If you want to have your say on the closure of Westminster’s interpreting course you can do it here.

You can also read what other bloggers have to say about this at Bootheando, Interpreting Diaries, Traducción e investigación, Aventuras de una traductora-intérprete en Madrid and Dos Palabras.

Recruitment via interpreting agency – a good example

Dear interpreting agencies,

When you write to me or call, you make my life infinitely much easier if you state:
1) Which languages would you like me to interpret to and from?
2) What type of meeting are we talking about?
3) Who is my colleague (if you know/it’s applicable)?
4) Where and when will the interpreting take place?
5) How much do you regularily pay your interpreters for this type of job (travel fees?/daily allowance?)

If you give me this information, you make it easier for me to determine whether I am the right person for the task. And if I’m not, I may even be able to give you the name of somebody more suitable.

Unfortunately, there is more than one agency who has somebody calling or e-mailing, hardly introducing him/herself and asking: I need an interpreter for Wednesday/next week/June 30th are you free?

If you use this recruiting routine I would strongly encourage you to improve it.

I will give you a good example: Today, I got a very nice e-mail from an agency I have not worked with before saying:

Dear interpreter,
We got your name from so and so.
We need an interpreter with Languages A and B to work in simultaneous mode. You will work with your colleague XY.
The meeting is in CITY, on the following dates.
Your fees will be this much.
The meeting is about THIS and we will send you documentation should you accept.
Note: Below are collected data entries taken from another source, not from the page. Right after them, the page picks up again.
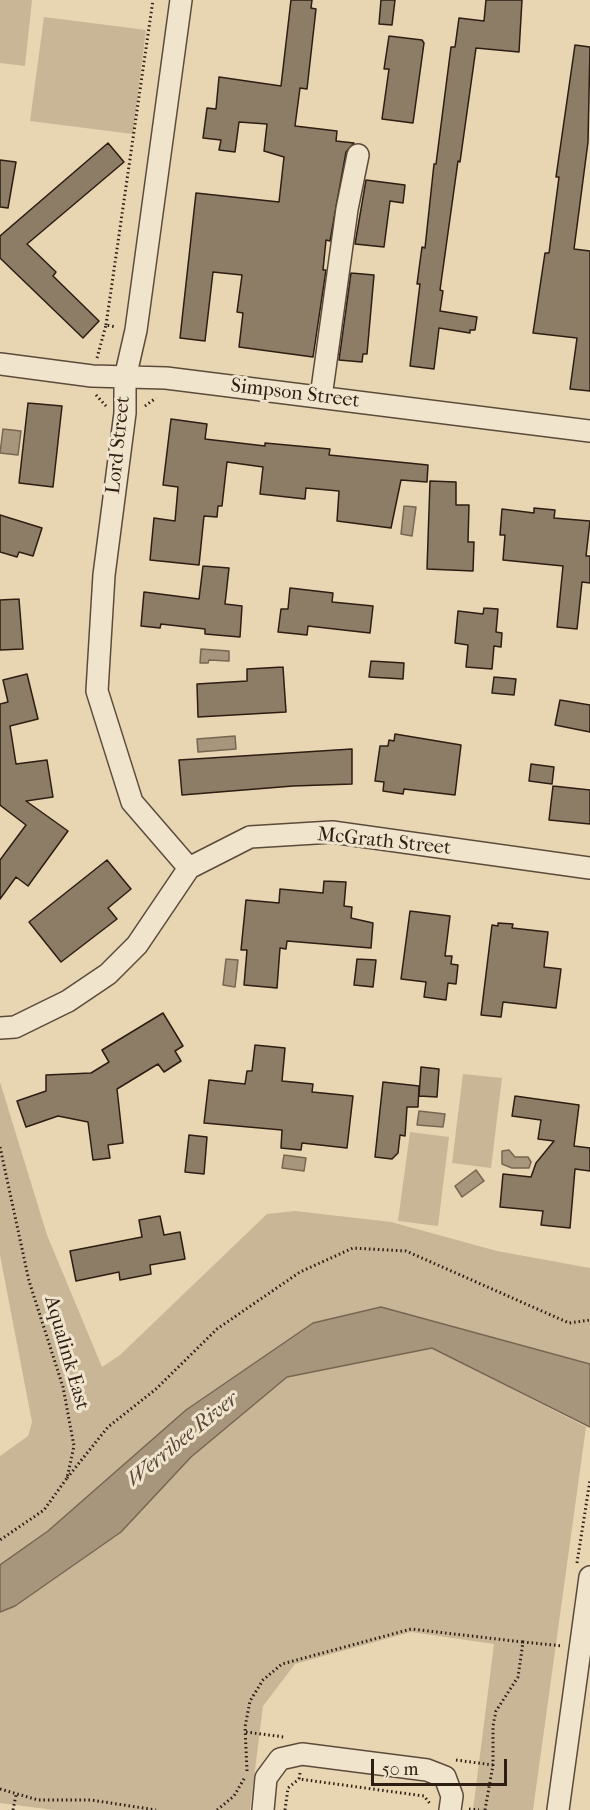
<!DOCTYPE html>
<style>
body{margin:0}
#map{position:relative;width:590px;height:1810px;overflow:hidden;background:#e8d5b2;font-family:"IM FELL French Canon",serif}
canvas{display:block}
.scale{position:absolute;left:371px;top:1759px;width:136px;height:27px;box-sizing:border-box;border:3px solid #2d1d13;border-top:0;padding-left:8px;font-size:18px;line-height:21px;white-space:nowrap;color:#2d1d13;-webkit-text-stroke:4px #f0e4cd;paint-order:stroke}
</style>
<div id="map">
<canvas width="590" height="1810"></canvas>
<div class="scale">50 m</div>
</div>
<script>
const ctx = document.querySelector('canvas').getContext('2d');
ctx.lineJoin = 'round';
function fillPath(path, color) { ctx.fillStyle = color; ctx.fill(path, 'evenodd'); }
const poly = rows => new Path2D(rows.map(r => 'M' + r).join(''));
function stroke(path, color, width, dash) { ctx.strokeStyle = color; ctx.lineWidth = width; ctx.lineCap = dash ? 'butt' : 'round'; ctx.setLineDash(dash || []); ctx.stroke(path); }
function drawText(font, color, halo, rows, align = 'center') {
  ctx.font = font + ' "IM FELL French Canon",serif'; ctx.lineWidth = 6; ctx.setLineDash([]); ctx.textBaseline = 'middle'; ctx.strokeStyle = halo; ctx.fillStyle = color; for (const [text, x, y, turn = 0] of rows) {
    ctx.save(); ctx.translate(x, y); ctx.rotate((+turn || 0) * Math.PI / 180); ctx.textAlign = isNaN(turn) ? turn : align; if (halo) ctx.strokeText(text, 0, 0); ctx.fillText(text, 0, 0); ctx.restore();
  }
}
fillPath(poly([
 [0,0,32,0,25,66,0,63],
 [44,17,146,30,133,134,30,121],
 [463,1074,502,1078,491,1168,452,1163],
 [0,1082,47,1235,102,1367,120,1355,267,1214,295,1211,391,1222,497,1251,590,1268,590,1364,313,1323,186,1410,48,1531,0,1565,0,1456,28,1436,32,1422,0,1255],
 [410,1132,449,1137,438,1226,398,1221],
 [432,1348,586,1427,533,1810,473,1810,494,1644,411,1632,295,1664,263,1706,250,1810,54,1810,0,1803,0,1612,15,1606,121,1532,191,1457,287,1377]
]), '#c8b697');
const water = poly([
 [3,429,21,431,18,455,0,453,3,429],
 [404,506,416,507,412,536,401,534,404,506],
 [201,649,229,651,229,661,209,660,208,663,200,663,201,649],
 [235,736,236,749,198,752,197,739,235,736],
 [226,959,238,960,235,987,223,985,226,959],
 [419,1111,445,1114,443,1127,417,1125,419,1111],
 [509,1150,515,1157,528,1157,531,1162,529,1168,512,1168,502,1164,502,1151,509,1150],
 [284,1155,306,1158,304,1171,282,1168,284,1155],
 [476,1170,484,1181,462,1197,455,1186,476,1170],
 [381,1307,590,1364,590,1427,432,1348,287,1377,191,1457,121,1532,15,1606,0,1612,0,1565,48,1531,186,1410,313,1323,381,1307]
]);
fillPath(water, '#a8967c');
stroke(water, '#776652', 1.5);
const building = poly([
 [291,0,312,0,311,8,316,9,307,89,300,88,295,126,337,131,336,141,354,143,346,152,330,241,326,240,323,270,326,270,313,357,239,347,243,313,237,312,242,275,213,272,205,341,180,338,196,193,279,202,284,157,264,151,267,124,239,122,235,152,219,150,221,140,203,138,207,108,216,109,219,77,281,86,291,0],
 [381,0,395,0,392,25,379,24,381,0],
 [486,0,522,0,519,52,476,48,460,162,458,161,440,290,443,291,440,311,477,317,475,330,470,330,470,333,439,328,434,369,410,366,420,284,417,284,422,247,425,248,434,164,436,164,451,47,455,47,459,18,484,21,486,0],
 [389,36,422,40,424,43,413,123,382,119,389,69,384,69,389,36],
 [575,45,590,47,588,142,574,249,590,251,590,391,570,389,577,338,533,333,545,253,549,253,559,177,556,177,575,45],
 [108,143,124,162,27,244,56,272,53,276,99,321,83,338,0,258,0,236,108,143],
 [0,160,16,162,8,208,0,207,0,160],
 [366,180,405,185,403,203,390,201,384,247,355,244,366,180],
 [351,273,374,275,367,354,363,354,362,362,339,360,351,273],
 [28,403,62,406,53,487,19,483,28,403],
 [171,419,207,424,205,439,265,446,265,443,330,449,329,455,428,465,427,482,401,480,391,528,337,521,339,491,306,488,305,499,260,494,263,467,227,462,222,506,218,506,217,517,204,516,199,565,150,560,154,518,175,521,178,487,163,485,171,419],
 [430,481,456,482,456,505,469,505,468,542,474,542,473,571,427,569,430,481],
 [534,508,555,510,554,518,590,521,586,556,590,556,590,583,582,582,577,629,557,627,563,566,503,560,505,535,500,535,502,509,534,513,534,508],
 [0,515,42,528,33,556,19,552,17,557,0,552,0,515],
 [203,566,229,568,225,604,242,606,240,637,205,634,205,629,161,624,160,628,141,626,144,592,199,599,203,566],
 [290,588,333,593,332,602,373,606,370,633,308,626,307,635,278,632,281,609,288,609,290,588],
 [19,599,23,649,0,650,0,600,19,599],
 [484,608,498,609,496,632,502,633,501,647,494,646,492,669,466,667,468,645,455,643,458,611,483,614,484,608],
 [371,661,404,663,403,679,369,677,371,661],
 [283,667,286,712,198,717,197,684,247,681,247,669,283,667],
 [27,674,38,719,10,726,16,764,47,760,53,797,26,801,68,831,28,886,16,877,0,899,0,860,26,825,0,805,0,704,8,702,3,680,27,674],
 [494,677,516,679,514,695,492,693,494,677],
 [560,700,590,705,590,732,555,725,560,700],
 [395,734,461,745,455,795,404,789,403,794,383,791,384,782,375,781,380,746,388,746,389,740,394,741,395,734],
 [352,749,352,784,293,786,182,795,179,760,352,749],
 [531,764,554,767,552,784,529,781,531,764],
 [553,786,590,790,590,824,549,820,553,786],
 [107,860,131,889,108,908,117,919,61,962,29,922,107,860],
 [324,881,346,882,344,906,352,907,351,918,373,923,371,948,287,941,286,949,280,948,277,988,244,985,247,950,241,950,246,900,279,903,280,889,323,893,324,881],
 [410,911,450,916,445,956,452,956,451,964,458,965,456,984,448,983,446,1000,424,997,426,982,401,979,410,911],
 [498,923,513,924,512,928,548,932,544,967,561,969,556,1008,503,1002,501,1017,481,1015,492,925,498,926,498,923],
 [357,959,376,960,373,987,354,985,357,959],
 [163,1013,183,1046,175,1051,181,1061,164,1072,158,1064,117,1089,123,1143,108,1145,110,1158,93,1160,88,1122,58,1116,26,1127,17,1101,46,1091,46,1075,91,1073,109,1062,102,1050,163,1013],
 [255,1045,285,1048,282,1081,313,1084,312,1092,353,1096,347,1148,302,1143,301,1150,281,1148,282,1130,204,1123,209,1080,245,1084,247,1071,252,1071,255,1045],
 [421,1067,439,1069,437,1097,419,1096,421,1067],
 [383,1082,419,1086,418,1107,407,1107,405,1136,400,1135,398,1153,392,1159,375,1157,383,1082],
 [515,1096,579,1105,574,1146,590,1148,590,1171,575,1169,570,1228,541,1225,543,1211,500,1207,503,1174,531,1177,536,1163,554,1141,538,1139,541,1120,512,1116,515,1096],
 [189,1135,207,1137,204,1174,185,1172,189,1135],
 [160,1216,164,1235,180,1232,185,1259,150,1265,151,1274,120,1280,119,1272,76,1281,70,1251,142,1237,139,1220,160,1216]
]);
fillPath(building, '#8e7d66');
stroke(building, '#2d1d13', 1.5);
const street = poly([
 [181,0,136,330,125,378,125,413,104,575,97,691,132,802,189,868],
 [0,364,92,376,166,378,590,431],
 [321,397,347,209,358,155],
 [0,1028,15,1027,68,1001,108,974,137,945,189,868,250,837,332,832,590,868],
 [263,1810,266,1778,280,1759,302,1754,427,1770,445,1777,452,1796,450,1810],
 [558,1810,590,1577]
]);
stroke(street, '#5c4b3b', 24);
stroke(poly([
 [106,325,153,0],
 [97,358,106,325,116,327],
 [96,395,106,406],
 [145,406,156,398],
 [0,1147,29,1281,63,1387,74,1446,67,1478,44,1510,0,1540],
 [67,1478,108,1427,156,1389,217,1329,300,1272,353,1248,406,1251,569,1323,590,1320],
 [577,1563,590,1480],
 [246,1732,284,1737],
 [456,1760,493,1765],
 [247,1771,245,1727,250,1701,263,1680,282,1664,411,1629,523,1642],
 [300,1773,299,1779,424,1796,431,1805],
 [0,1789,38,1800,91,1800,156,1810],
 [469,1809,479,1810],
 [13,1810,16,1795],
 [217,1810,234,1796,245,1777],
 [285,1810,288,1788,299,1779],
 [485,1810,493,1765,493,1726,496,1711,518,1677,523,1642,563,1646]
]), '#2d1d13', 3, [1.5, 3]);
stroke(street, '#f0e4cd', 21);
drawText('20px', '#2d1d13', '#f0e4cd', [
 ["Simpson Street",295,394,7],
 ["Lord Street",119,445,-84],
 ["McGrath Street",384,842,6],
 ["Aqualink East",66,1353,74]
]);
drawText('italic 21px', '#584738', '#f0e4cd', [
 ["Werribee River",183,1440,-39]
]);
</script>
And the letter ended with a presentation of the company and a more detailed description of how they got my name.

No need to say that since I was available on the dates in question it took me about ten minutes to double check a few things and then accept it. With agencies like this there is a fairly big chance you get the right interpreter at the right place.

So, dear interpreting agencies, please check your recruiting routines and revise them if necessary. It will definitely enhance your business.